あの人の髪の色と一緒だ。
鮮血にまみれた手を見ながら、
俺はそんなことを思っていた。
紅いストロベリーブロンドよりもさらに
鮮やかな紅の髪。
そう、あの人の美しく紅い長髪は、この手を染めた血と同じ色だ。
兵藤 一誠俺の名前だ。両親、学校の奴らは俺のことを「イッセー、イッセ!」呼んでいる。
青春を謳歌している高校二年生だ。
見知らぬ生徒に「あいつ、イッセーじゃね?」とか
言われたことがあるが、どんだけ俺の下の名前が知られているかはわからない。
以外に人気者?
いや、そんなことはないな。何せ俺は女子剣道部の部室を覗いたなんて嫌疑をかけられるぐらいエロくて有名だ。
俺が女子の部室を覗いたなんて、そんな破廉恥なこと………。
ゴメンなさい。現場にはいました。女子剣道部の隣にある倉庫。そこの壁に空いた穴から覗こうとしてました。
けど、覗けませんでしたよ。だって、松田と元浜がなかなか覗き穴から
離れないんだもんな、あいつら、マジ……。
「うおおお!村山の胸、マジでけぇ」とか「かぁぁ片瀬、いい足してんなぁ」なんてバカ二人の興奮したセリフだけで、俺もヤバかったです。
俺だって見たかったさ!でも、倉庫に入ってきそうな奴らがいたから、急いで逃げたんだ。

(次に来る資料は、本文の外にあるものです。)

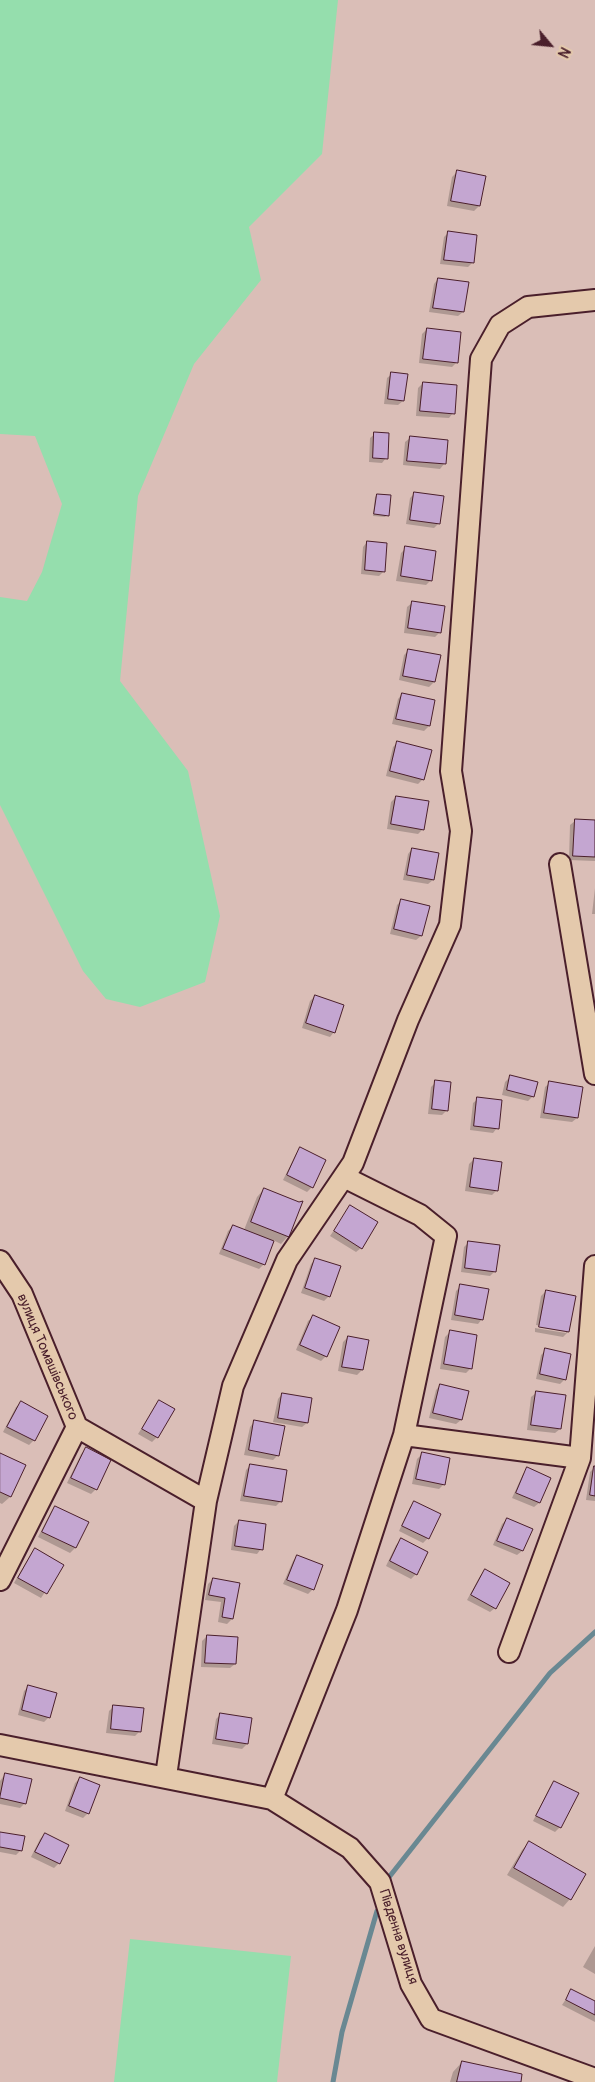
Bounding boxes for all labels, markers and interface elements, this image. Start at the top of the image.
north arrow [525,20,575,70]
text: N [554,44,573,60]
street label: вулиця Томашівського [13,1291,81,1423]
street label: Південна вулиця [375,1888,421,1986]

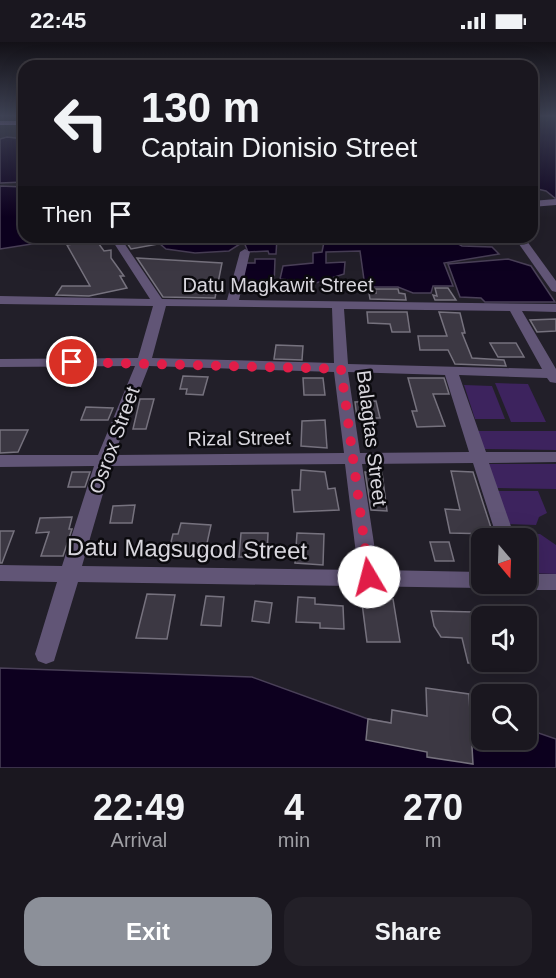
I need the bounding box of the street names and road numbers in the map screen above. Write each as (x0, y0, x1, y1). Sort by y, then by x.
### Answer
street label: Datu Magkawit Street (182, 274, 374, 296)
street label: Balagtas Street (353, 369, 391, 508)
street label: Osrox Street (84, 383, 144, 497)
street label: Rizal Street (187, 426, 291, 450)
street label: Datu Magsugod Street (67, 533, 308, 564)

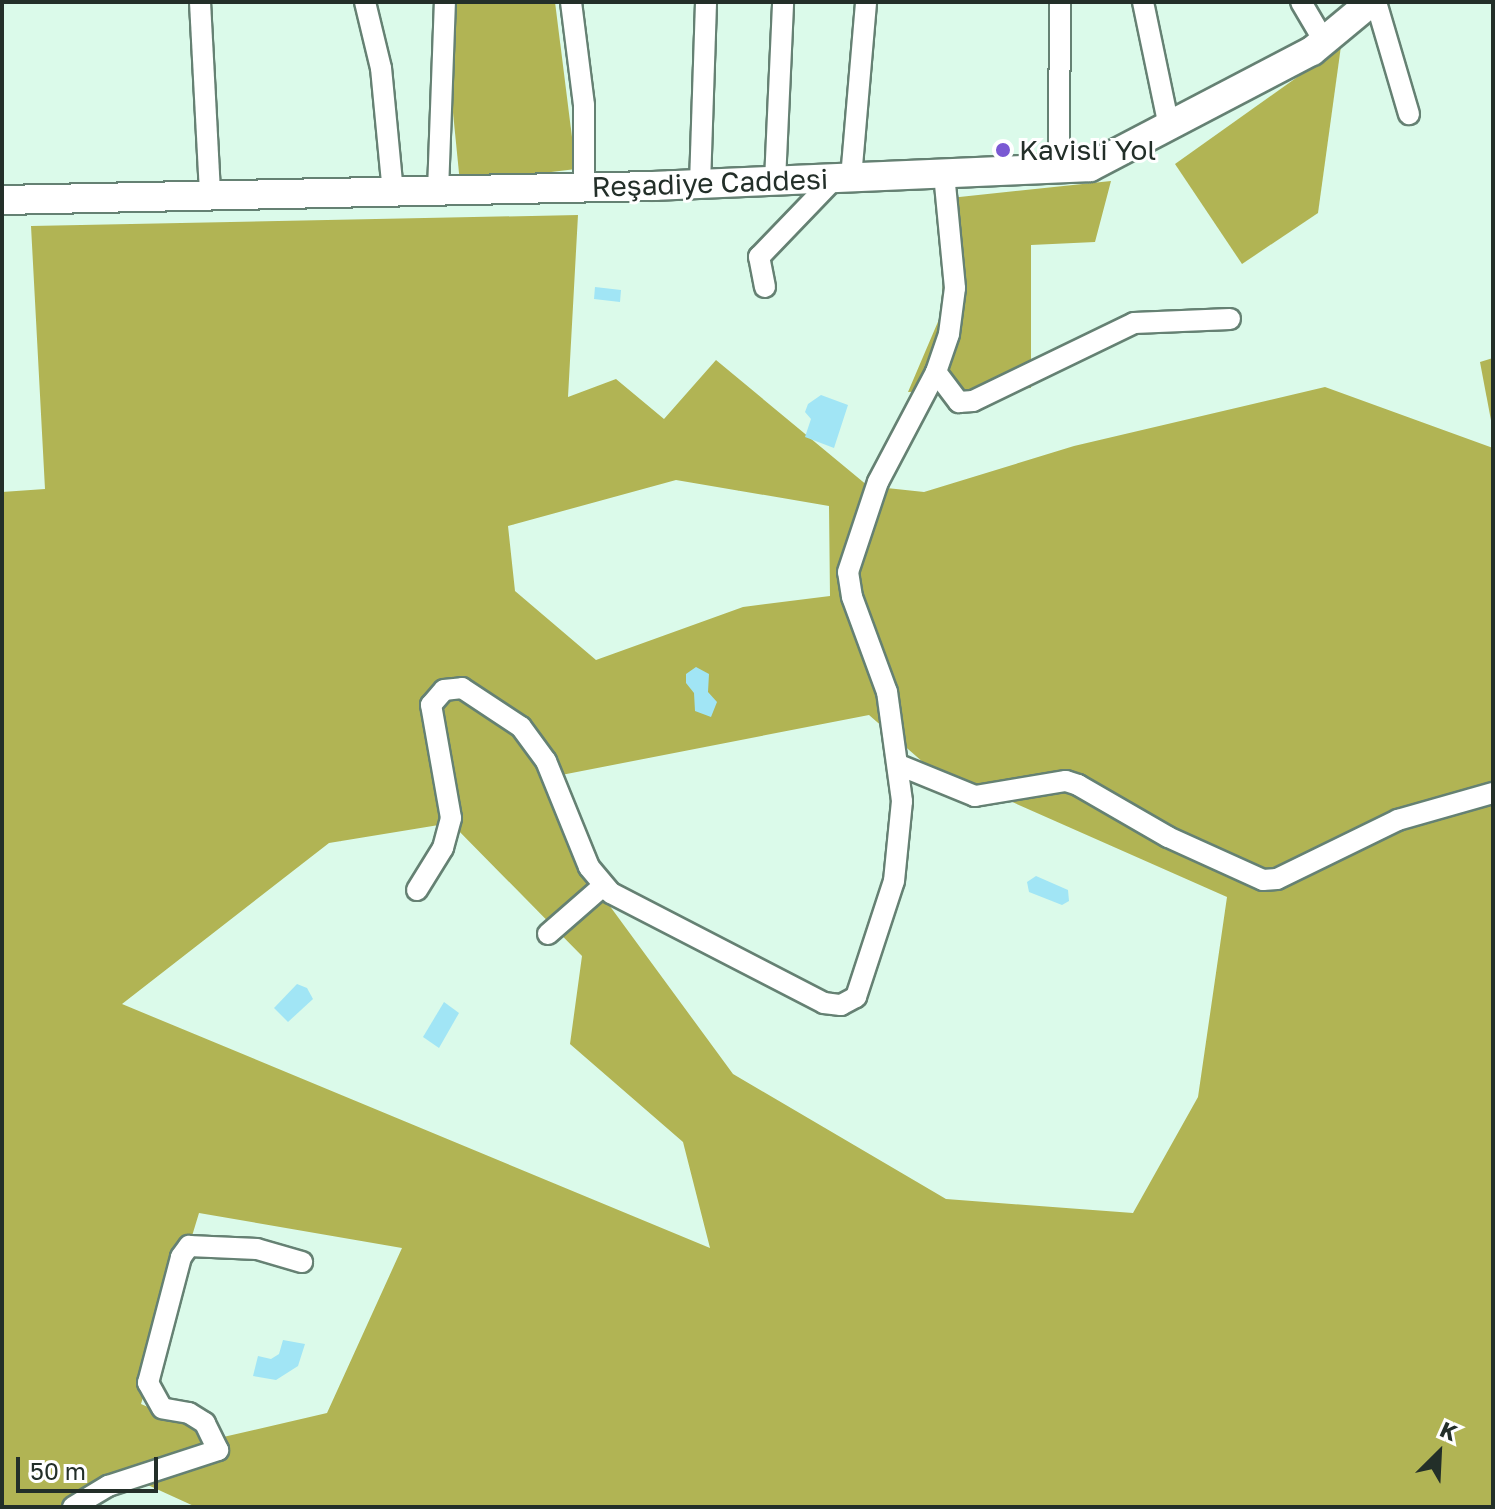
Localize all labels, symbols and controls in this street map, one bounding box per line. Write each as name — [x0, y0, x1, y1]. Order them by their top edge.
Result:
place label: Kavisli Yol — [1019, 133, 1156, 167]
marker: Kavisli Yol — [994, 141, 1012, 159]
street label: Reşadiye Caddesi — [591, 162, 829, 204]
north arrow — [1399, 1413, 1479, 1493]
text: K — [1436, 1415, 1462, 1446]
scale bar — [20, 1441, 162, 1491]
text: 50 m — [30, 1456, 86, 1485]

そんな日々エッチなことに情熱を注いでいた俺に突然幸福は飛んできた。
「付き合ってください」
女の子からの告白!
青春感じたね。
彼女のいない俺にとって、あれは一陣の風だった。青春という名の甘酸っぱい……。
俺の人生ではじめての彼女名前は天野夕麻ちゃん。
黒髪がツヤツヤでスレンダーな女の子。
めちゃくちゃかわいくて出会った瞬間に一目惚れしました。
目の前に超絶美少女が現れて、「兵藤くん!好きです!付き合ってください!」なんていわれたら即OK出すだろう?
それこそ、彼女いない歴=年齢の男にとって、それは夢のまた夢のシチューエーションだ。

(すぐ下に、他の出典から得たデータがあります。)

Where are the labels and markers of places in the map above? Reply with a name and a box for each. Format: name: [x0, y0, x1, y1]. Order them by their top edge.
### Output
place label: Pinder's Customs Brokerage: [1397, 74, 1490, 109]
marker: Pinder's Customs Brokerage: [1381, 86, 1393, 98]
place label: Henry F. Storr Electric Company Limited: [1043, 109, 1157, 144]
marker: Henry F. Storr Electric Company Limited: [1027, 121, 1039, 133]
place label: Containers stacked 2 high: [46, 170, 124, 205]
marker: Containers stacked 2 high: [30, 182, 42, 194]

「それなんてギャルゲ?」って言われてもおかしくないけど、起こりました!
確かに奇跡が起こりました!俺、告白されました!美少女に!
何かのドッキリ企画だと思ったね。うしろで罰ゲームを見守るこの子の仲間がいるんじゃないかって再三疑たよ。
仕方ないだろう。俺はもてる星のもとに生まれてこなかったとその日その時間まで信じていた少年なのだから。

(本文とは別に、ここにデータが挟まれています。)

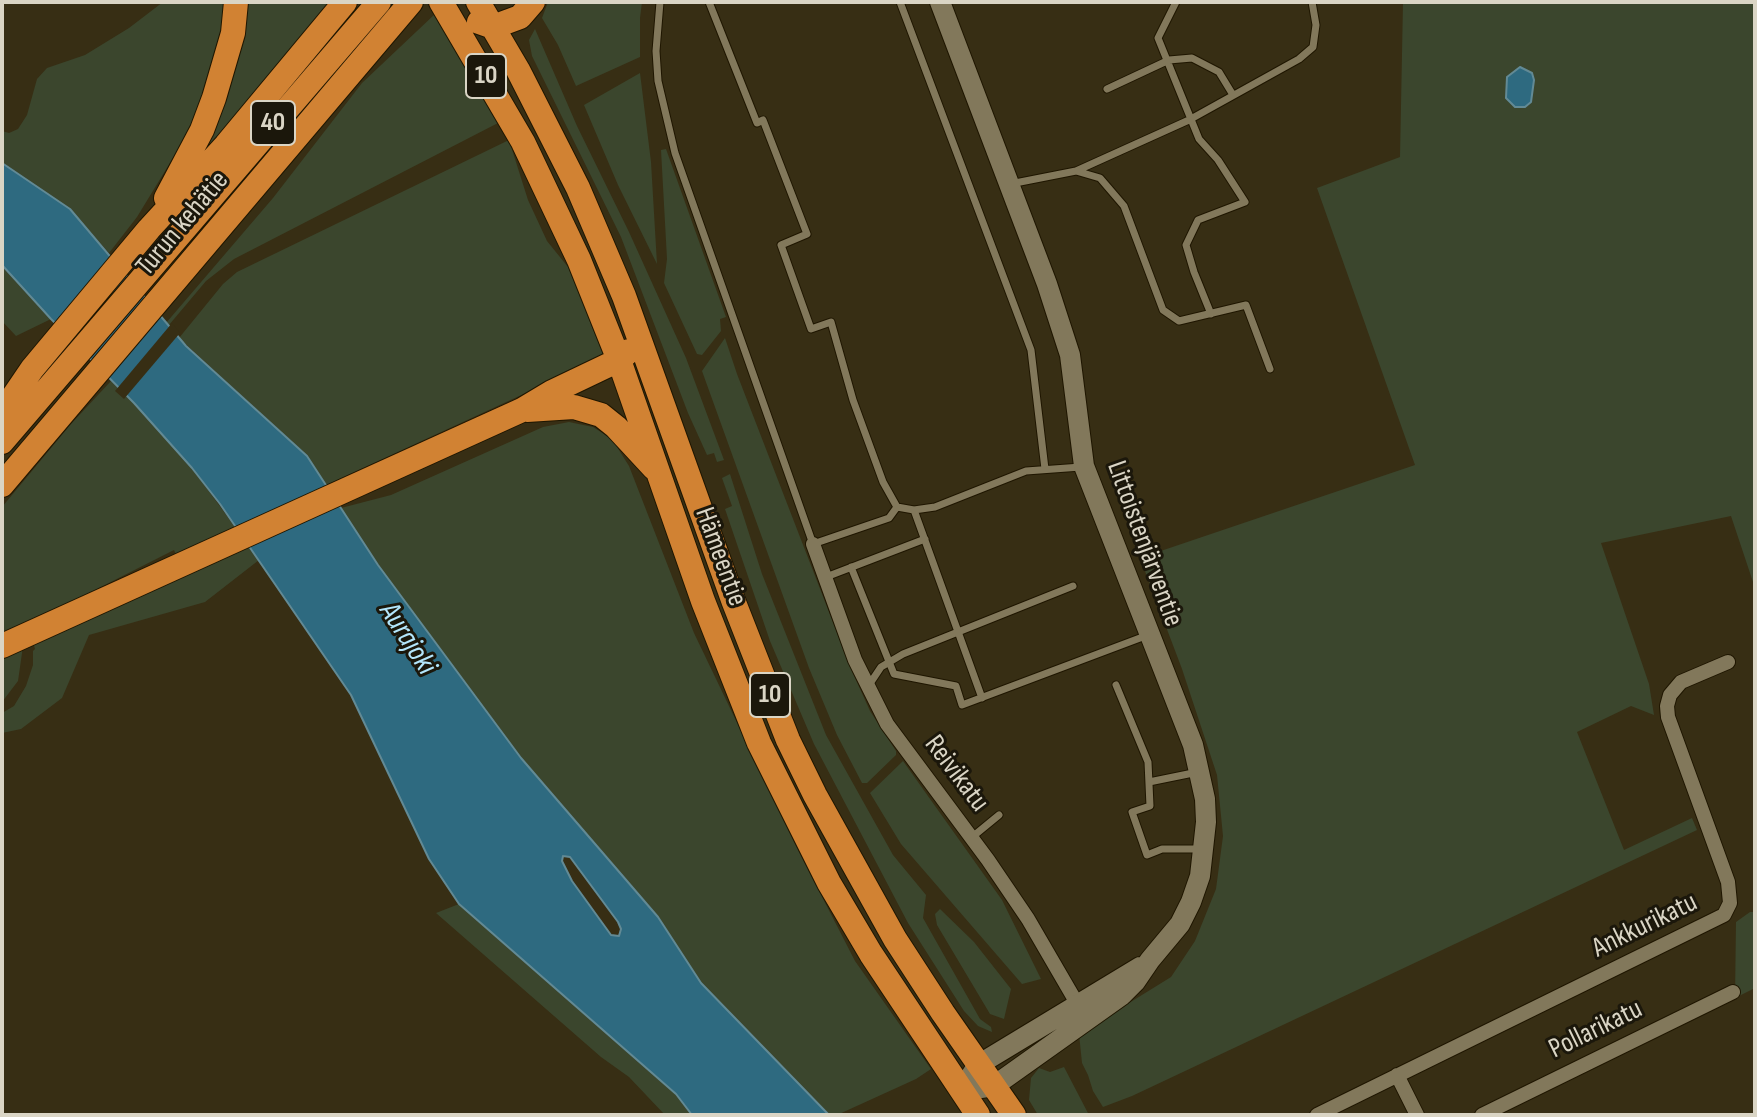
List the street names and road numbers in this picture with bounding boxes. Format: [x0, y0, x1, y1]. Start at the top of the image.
road number: 10 [466, 54, 506, 98]
road number: 40 [251, 101, 295, 145]
street label: Turun kehätie [129, 165, 237, 283]
street label: Littoistenjärventie [1098, 457, 1190, 631]
street label: Hämeentie [687, 503, 753, 611]
road number: 10 [750, 673, 790, 717]
street label: Reivikatu [916, 729, 996, 819]
street label: Ankkurikatu [1587, 886, 1703, 966]
street label: Pollarikatu [1544, 993, 1648, 1067]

その日から俺は彼女持ち。次元が変わったね。なんというか、心のゆとりが凄まじかった。学校の廊下ですれ違うすべての男子に言いたかった。
俺は勝った!とな。
「あのバカイッセー野郎あの堕天使風情に何を騙されているのかあ?
あいつの面倒は俺に任された俺になってくれよ」
クラスメイトの女子が少年に挨拶した。
彼の名前は銀牙カイト赤い髪、赤い瞳している。